Non-frameshifting variants result in the gain or loss of several nucleotides divisible by three, such that the reading frame of the mRNA segment is not disrupted. The resulting mutant protein sequence differs from the wildtype with the addition and/or deletion of one or more amino acid residues. Phenotypic effects of a non-frameshift variant can result in impaired protein function and could impact biological pathways. Consequently, our findings suggest that the effect of the NACAD mutation results in modifying the extracellular and intracellular ACE2 concentrations as evident by the serology of ACE2 in COVID-19 orchitis patients compared to COVID-19 patients without orchitis. Particularly during peak viraemia, already elevated ACE2 membrane concentrations are faced with increased serum viral body concentrations to cause an increased risk of COVID-19 precipitated orchitis symptomology , .

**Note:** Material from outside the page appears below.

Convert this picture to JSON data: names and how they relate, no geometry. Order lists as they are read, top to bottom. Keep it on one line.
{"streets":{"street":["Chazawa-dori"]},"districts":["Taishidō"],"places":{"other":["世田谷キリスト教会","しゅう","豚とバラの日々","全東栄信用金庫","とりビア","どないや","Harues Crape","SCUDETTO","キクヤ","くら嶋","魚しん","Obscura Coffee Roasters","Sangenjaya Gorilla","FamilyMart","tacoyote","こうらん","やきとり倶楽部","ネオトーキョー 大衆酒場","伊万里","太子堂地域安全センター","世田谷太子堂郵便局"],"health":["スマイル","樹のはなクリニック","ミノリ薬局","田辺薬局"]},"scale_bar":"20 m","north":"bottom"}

We hypothesized that disrupted extracellular transport and endoplasmic reticulum interaction leads to altered intracellular levels of ACE2. Subsequently, increased intracellular ACE2 levels result in cell membrane protein deposition. We identified a unique patient group with a rare COVID-19 sequelae, of mostly similar ages, none of which reported prior orchitis symptomology or family history. While we acknowledge limited subject verification, we have actively identified other families with similar patterns of orchitis sequelae and aim to study them. Ultimately, the combination of our genetic analysis and the difference in ACE2 levels between the groups suggests a possible mechanism for COVID-19 orchitis that warrants further investigation.

CONCLUSION

This is a pilot study that suggests a possible genetic link for increased risk of COVID-19 orchitis. We observed a mutation in NACAD in 2 brothers and one unrelated man who developed COVID-19 orchitis. Interestingly, we found lower circulating ACE2 serum levels in both brothers with orchitis and the one nonrelated orchitis subject but normal serum levels in all controls. Future studies focusing on evaluating the mechanism of how NACAD mutation will lead to changes in circulating serum ACE2 levels will uncover important mechanisms not just to understand why some men with COVID develop orchitis but also why some men develop multi-organ failure with COVID infection whereas most do not. Figure 1

Figure 1

NACAD Pathway. The proposed role of NACAD and its interactions with polypeptide targeting via the endoplasmic reticulum (ER) and downstream changes in circulating ACE2. (Color version available online.)